Start of Data records
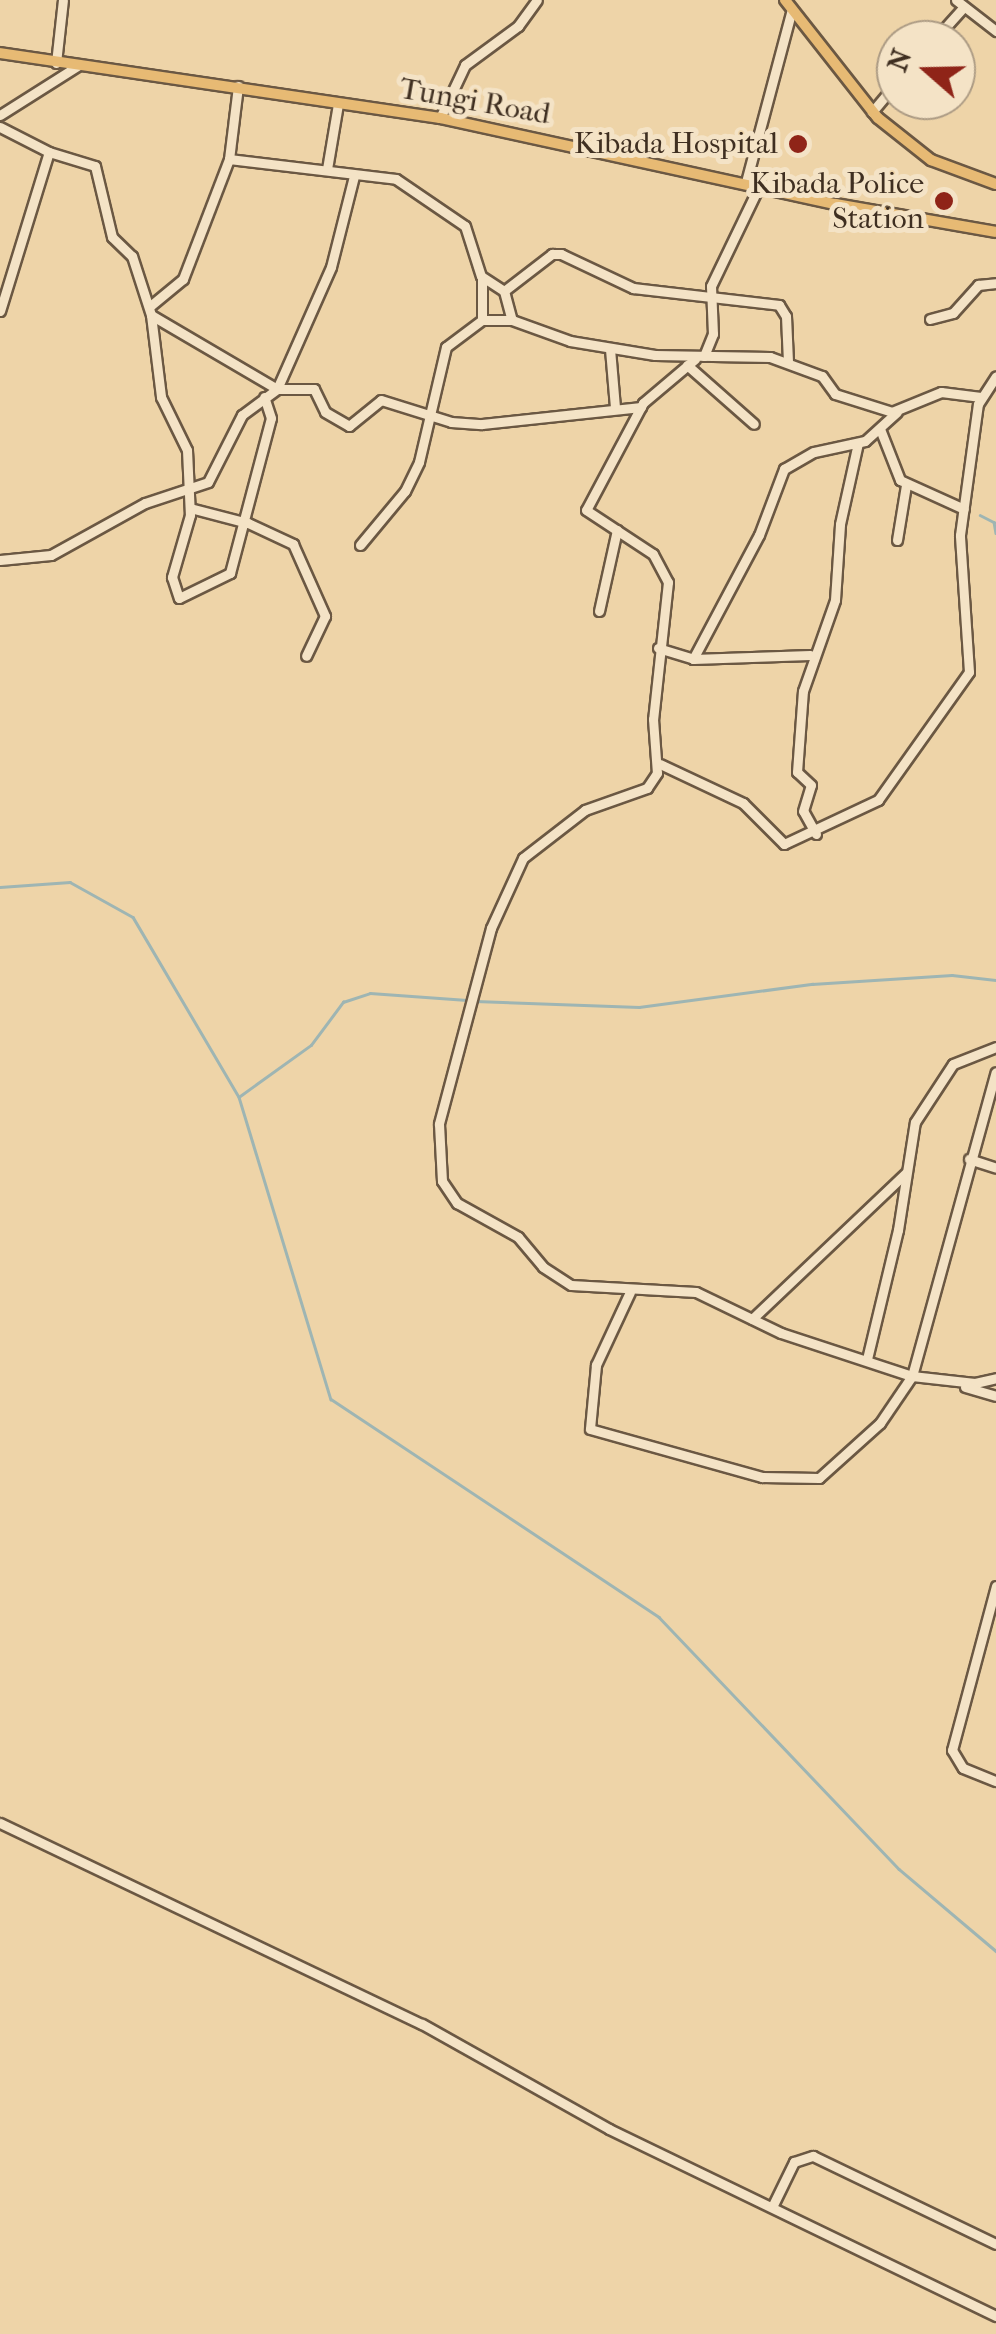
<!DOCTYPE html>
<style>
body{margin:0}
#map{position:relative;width:996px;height:2334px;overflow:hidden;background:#eed4a8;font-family:"IM FELL French Canon",serif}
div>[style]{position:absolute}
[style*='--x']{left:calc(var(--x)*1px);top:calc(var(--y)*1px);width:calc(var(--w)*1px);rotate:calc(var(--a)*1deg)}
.stream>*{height:2.5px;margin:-1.25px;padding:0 1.25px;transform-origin:1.25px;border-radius:1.25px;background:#9eb5b3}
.roads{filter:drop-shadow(2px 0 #6b5843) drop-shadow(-2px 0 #6b5843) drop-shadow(0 2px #6b5843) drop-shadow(0 -2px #6b5843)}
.minor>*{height:9px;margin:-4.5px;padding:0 4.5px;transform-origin:4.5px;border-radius:4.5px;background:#f4e3c6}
.major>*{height:10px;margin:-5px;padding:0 5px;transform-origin:5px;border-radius:5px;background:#e7ba74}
.dots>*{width:28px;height:28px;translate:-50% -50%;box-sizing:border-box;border:5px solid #f4e3c6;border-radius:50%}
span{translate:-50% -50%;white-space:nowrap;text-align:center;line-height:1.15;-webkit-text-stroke:10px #f4e3c6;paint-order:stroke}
.street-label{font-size:30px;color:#3f2f21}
.poi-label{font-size:30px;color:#3f2f21}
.right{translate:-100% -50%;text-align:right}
.north{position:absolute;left:876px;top:20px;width:100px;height:100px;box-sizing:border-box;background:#f4e3c6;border:2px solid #ac9b84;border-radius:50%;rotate:290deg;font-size:28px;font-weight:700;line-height:40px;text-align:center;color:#3f2f21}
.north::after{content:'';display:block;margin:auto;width:35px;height:45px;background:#8f2418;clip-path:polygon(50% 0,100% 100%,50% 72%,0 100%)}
</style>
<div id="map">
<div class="stream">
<div style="--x:980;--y:515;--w:16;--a:27"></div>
<div style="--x:994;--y:522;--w:11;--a:80"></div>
<div style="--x:0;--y:887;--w:70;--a:-4.1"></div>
<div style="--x:70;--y:882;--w:72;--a:29.1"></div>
<div style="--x:133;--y:917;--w:209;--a:59.5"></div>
<div style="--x:239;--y:1097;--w:316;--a:73.1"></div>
<div style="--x:331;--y:1399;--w:394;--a:33.6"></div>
<div style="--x:659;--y:1617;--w:348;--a:46.4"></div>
<div style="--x:899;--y:1869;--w:127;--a:40.2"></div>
<div style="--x:475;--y:1001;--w:164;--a:2.1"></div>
<div style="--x:639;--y:1007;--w:175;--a:-7.6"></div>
<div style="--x:812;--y:984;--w:140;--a:-3.7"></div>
<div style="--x:952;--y:975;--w:44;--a:6.5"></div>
<div style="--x:240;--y:1096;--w:87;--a:-35.7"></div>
<div style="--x:311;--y:1045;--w:54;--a:-53.3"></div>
<div style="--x:343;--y:1002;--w:28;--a:-18"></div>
<div style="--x:370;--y:993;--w:97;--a:4.1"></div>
</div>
<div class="roads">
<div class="minor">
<div style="--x:956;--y:0;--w:51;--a:37.8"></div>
<div style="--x:934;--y:40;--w:42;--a:-47.9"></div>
<div style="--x:56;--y:63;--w:63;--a:-83.7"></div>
<div style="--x:238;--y:86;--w:74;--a:97"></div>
<div style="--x:229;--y:159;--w:168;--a:6.8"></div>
<div style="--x:396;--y:179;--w:83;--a:34.3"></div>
<div style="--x:465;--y:226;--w:52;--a:72.3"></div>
<div style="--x:481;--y:276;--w:27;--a:33"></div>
<div style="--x:504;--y:291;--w:30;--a:75"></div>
<div style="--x:872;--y:112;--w:38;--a:-50"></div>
<div style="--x:0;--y:115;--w:93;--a:-32.3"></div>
<div style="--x:440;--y:118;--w:59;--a:-64.7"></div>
<div style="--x:465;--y:65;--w:66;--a:-36.3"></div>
<div style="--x:518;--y:26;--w:32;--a:-54"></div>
<div style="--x:0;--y:127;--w:55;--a:27"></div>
<div style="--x:49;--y:152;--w:48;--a:16.9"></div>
<div style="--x:95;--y:166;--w:73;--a:76.5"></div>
<div style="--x:112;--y:237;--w:28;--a:44"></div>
<div style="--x:132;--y:256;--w:62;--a:72.1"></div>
<div style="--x:151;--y:315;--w:83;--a:83"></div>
<div style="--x:161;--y:397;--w:59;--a:63.9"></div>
<div style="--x:187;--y:450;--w:65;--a:87.4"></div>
<div style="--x:190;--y:515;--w:65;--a:106.2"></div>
<div style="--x:172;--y:577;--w:22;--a:72"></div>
<div style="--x:179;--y:598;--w:57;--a:-26.1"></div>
<div style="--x:230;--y:573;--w:160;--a:-75.2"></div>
<div style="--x:271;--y:418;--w:22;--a:-108"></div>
<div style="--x:327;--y:169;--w:66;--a:-80.4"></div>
<div style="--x:746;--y:182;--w:179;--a:-75.1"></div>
<div style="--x:482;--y:278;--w:42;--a:90"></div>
<div style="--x:504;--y:291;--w:61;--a:-37.6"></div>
<div style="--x:552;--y:254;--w:9;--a:0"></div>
<div style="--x:561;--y:254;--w:80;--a:25.3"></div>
<div style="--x:633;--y:288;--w:147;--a:6.6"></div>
<div style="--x:779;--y:305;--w:13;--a:58"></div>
<div style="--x:786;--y:316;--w:46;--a:87.5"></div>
<div style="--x:149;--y:307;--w:44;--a:-39.5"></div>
<div style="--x:183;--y:279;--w:129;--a:-69"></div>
<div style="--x:0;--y:311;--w:166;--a:-72.9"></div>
<div style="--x:151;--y:315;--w:146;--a:30.4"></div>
<div style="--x:277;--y:389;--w:37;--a:0"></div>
<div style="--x:314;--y:389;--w:25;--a:64"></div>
<div style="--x:325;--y:412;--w:28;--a:30"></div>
<div style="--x:349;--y:426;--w:41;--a:-39.1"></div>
<div style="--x:381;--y:400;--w:73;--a:17.4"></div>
<div style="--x:451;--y:422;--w:31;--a:4"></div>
<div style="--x:482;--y:424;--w:160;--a:-6.1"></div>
<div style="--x:930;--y:319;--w:24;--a:-15"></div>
<div style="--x:953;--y:313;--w:38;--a:-48"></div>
<div style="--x:978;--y:285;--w:18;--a:-6"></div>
<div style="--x:610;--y:349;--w:58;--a:85.1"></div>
<div style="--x:704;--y:356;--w:24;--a:-68"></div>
<div style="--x:713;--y:334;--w:48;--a:-92.4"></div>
<div style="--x:711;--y:286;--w:113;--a:-64.3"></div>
<div style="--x:695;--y:359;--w:68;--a:139.8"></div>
<div style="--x:643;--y:403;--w:121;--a:118"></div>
<div style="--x:586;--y:510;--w:80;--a:33.3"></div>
<div style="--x:653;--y:554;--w:32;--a:62"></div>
<div style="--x:668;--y:582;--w:138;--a:96.2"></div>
<div style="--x:653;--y:719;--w:54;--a:85.8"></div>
<div style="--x:657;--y:773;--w:18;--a:124"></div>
<div style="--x:647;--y:788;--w:66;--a:160.5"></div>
<div style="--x:585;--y:810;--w:78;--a:142.3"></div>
<div style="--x:523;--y:858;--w:77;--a:114.6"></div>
<div style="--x:491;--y:928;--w:203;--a:104.9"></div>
<div style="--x:439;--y:1124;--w:57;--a:87"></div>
<div style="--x:442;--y:1181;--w:27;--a:56"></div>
<div style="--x:457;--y:1203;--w:70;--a:29.1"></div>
<div style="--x:518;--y:1237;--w:39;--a:50"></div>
<div style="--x:543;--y:1267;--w:33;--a:33"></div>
<div style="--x:571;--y:1285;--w:125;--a:3.2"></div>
<div style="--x:696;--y:1292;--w:94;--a:25.8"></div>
<div style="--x:781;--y:1333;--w:138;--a:18.2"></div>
<div style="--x:912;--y:1376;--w:63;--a:6.3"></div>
<div style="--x:975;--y:1383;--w:22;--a:-13"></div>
<div style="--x:687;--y:365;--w:89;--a:41.4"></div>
<div style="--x:880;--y:429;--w:55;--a:68.6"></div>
<div style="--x:900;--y:480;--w:70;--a:24.4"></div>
<div style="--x:190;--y:508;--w:60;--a:14.5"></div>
<div style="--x:248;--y:523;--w:50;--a:25"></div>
<div style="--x:293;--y:544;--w:79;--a:66"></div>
<div style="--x:325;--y:616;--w:44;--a:115.4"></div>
<div style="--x:897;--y:540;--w:56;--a:-80.7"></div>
<div style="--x:360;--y:545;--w:70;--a:-50.2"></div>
<div style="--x:405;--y:491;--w:32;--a:-64"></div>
<div style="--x:419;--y:462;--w:118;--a:-76.8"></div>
<div style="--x:446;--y:347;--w:45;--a:-36.9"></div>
<div style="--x:482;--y:320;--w:30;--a:0"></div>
<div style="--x:512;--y:320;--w:62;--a:19.9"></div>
<div style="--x:570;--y:341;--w:86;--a:9.4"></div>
<div style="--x:655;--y:355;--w:115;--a:1"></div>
<div style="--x:770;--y:357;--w:55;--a:20.1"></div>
<div style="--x:822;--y:376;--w:22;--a:54"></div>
<div style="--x:835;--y:394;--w:60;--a:17.5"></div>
<div style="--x:892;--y:412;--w:53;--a:-22.2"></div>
<div style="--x:941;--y:392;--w:40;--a:7.1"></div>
<div style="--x:0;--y:560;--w:51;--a:-5.6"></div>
<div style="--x:51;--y:555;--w:107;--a:-29"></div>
<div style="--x:145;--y:503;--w:66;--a:-18.4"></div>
<div style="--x:208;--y:482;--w:75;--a:-63.1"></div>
<div style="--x:242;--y:415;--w:44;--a:-36.6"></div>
<div style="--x:277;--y:389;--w:133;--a:-66.1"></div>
<div style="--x:331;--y:267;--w:94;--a:-75.8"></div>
<div style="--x:599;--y:611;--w:83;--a:-77.5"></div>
<div style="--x:658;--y:648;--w:37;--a:17"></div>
<div style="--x:693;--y:659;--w:117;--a:-2"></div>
<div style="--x:693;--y:659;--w:140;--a:-62"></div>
<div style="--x:759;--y:535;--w:71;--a:-69.3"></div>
<div style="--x:784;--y:469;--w:34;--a:-30"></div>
<div style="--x:814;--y:452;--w:52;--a:-12.2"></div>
<div style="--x:865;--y:441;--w:43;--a:-42.2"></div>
<div style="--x:660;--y:764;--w:92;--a:25.2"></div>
<div style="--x:743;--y:803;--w:58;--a:45"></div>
<div style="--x:784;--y:844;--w:104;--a:-25.1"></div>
<div style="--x:878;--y:800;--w:157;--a:-54.6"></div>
<div style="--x:969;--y:672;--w:137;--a:-93.8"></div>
<div style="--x:960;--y:535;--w:132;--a:-82.2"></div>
<div style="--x:978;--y:404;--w:33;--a:-57"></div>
<div style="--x:816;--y:834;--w:26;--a:-119"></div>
<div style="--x:803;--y:811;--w:27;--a:-73"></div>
<div style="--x:811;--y:785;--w:19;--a:-137"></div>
<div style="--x:797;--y:772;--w:81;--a:-85.8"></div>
<div style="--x:803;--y:691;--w:96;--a:-70.6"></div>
<div style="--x:835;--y:600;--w:76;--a:-86.2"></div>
<div style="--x:840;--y:524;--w:83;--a:-77.5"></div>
<div style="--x:969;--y:1159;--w:28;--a:18"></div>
<div style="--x:630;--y:1292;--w:81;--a:115"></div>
<div style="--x:596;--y:1365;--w:64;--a:95.4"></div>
<div style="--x:590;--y:1429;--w:179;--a:15.6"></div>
<div style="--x:762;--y:1477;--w:57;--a:1"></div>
<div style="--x:819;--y:1478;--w:82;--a:-42"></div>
<div style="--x:880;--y:1423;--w:57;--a:-55.8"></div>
<div style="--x:912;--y:1376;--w:315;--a:-74.6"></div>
<div style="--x:752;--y:1319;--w:212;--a:-43.5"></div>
<div style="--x:867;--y:1359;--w:133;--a:-76.5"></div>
<div style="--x:898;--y:1230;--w:109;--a:-81.1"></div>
<div style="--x:915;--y:1122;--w:69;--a:-56.8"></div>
<div style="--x:953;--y:1064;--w:46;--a:-21.6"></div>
<div style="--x:965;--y:1387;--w:32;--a:16"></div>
<div style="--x:996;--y:1586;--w:170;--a:105"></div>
<div style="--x:952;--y:1750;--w:21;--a:59"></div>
<div style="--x:963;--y:1768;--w:35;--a:22"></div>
<div style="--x:0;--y:1823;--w:467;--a:25.5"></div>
<div style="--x:422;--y:2024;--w:214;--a:29.3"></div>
<div style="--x:609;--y:2129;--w:430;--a:25.8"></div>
<div style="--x:773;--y:2205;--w:48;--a:-64"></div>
<div style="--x:794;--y:2162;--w:20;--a:-18"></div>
<div style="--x:813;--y:2156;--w:203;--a:25.7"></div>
</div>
<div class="major">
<div style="--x:785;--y:0;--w:150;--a:51.8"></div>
<div style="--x:878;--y:118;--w:68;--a:38.4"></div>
<div style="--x:931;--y:160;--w:69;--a:20.3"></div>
<div style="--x:0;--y:53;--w:445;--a:8.4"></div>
<div style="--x:440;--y:118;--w:405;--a:12.3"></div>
<div style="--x:836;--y:204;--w:162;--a:9.9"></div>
</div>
</div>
<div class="dots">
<div style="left:798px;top:144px;background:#8f2418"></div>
<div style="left:944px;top:201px;background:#8f2418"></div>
</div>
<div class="street-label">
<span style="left:475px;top:102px;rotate:10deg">Tungi Road</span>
</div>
<div class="poi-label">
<span class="right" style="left:778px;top:144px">Kibada Hospital</span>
<span class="right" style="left:924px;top:201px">Kibada Police<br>Station</span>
</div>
<div class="north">N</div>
</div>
End of Data records
# [Task statement]
Copy every line of the listing containing the string "stream".

# [Task solution]
.stream>*{height:2.5px;margin:-1.25px;padding:0 1.25px;transform-origin:1.25px;border-radius:1.25px;background:#9eb5b3}
<div class="stream">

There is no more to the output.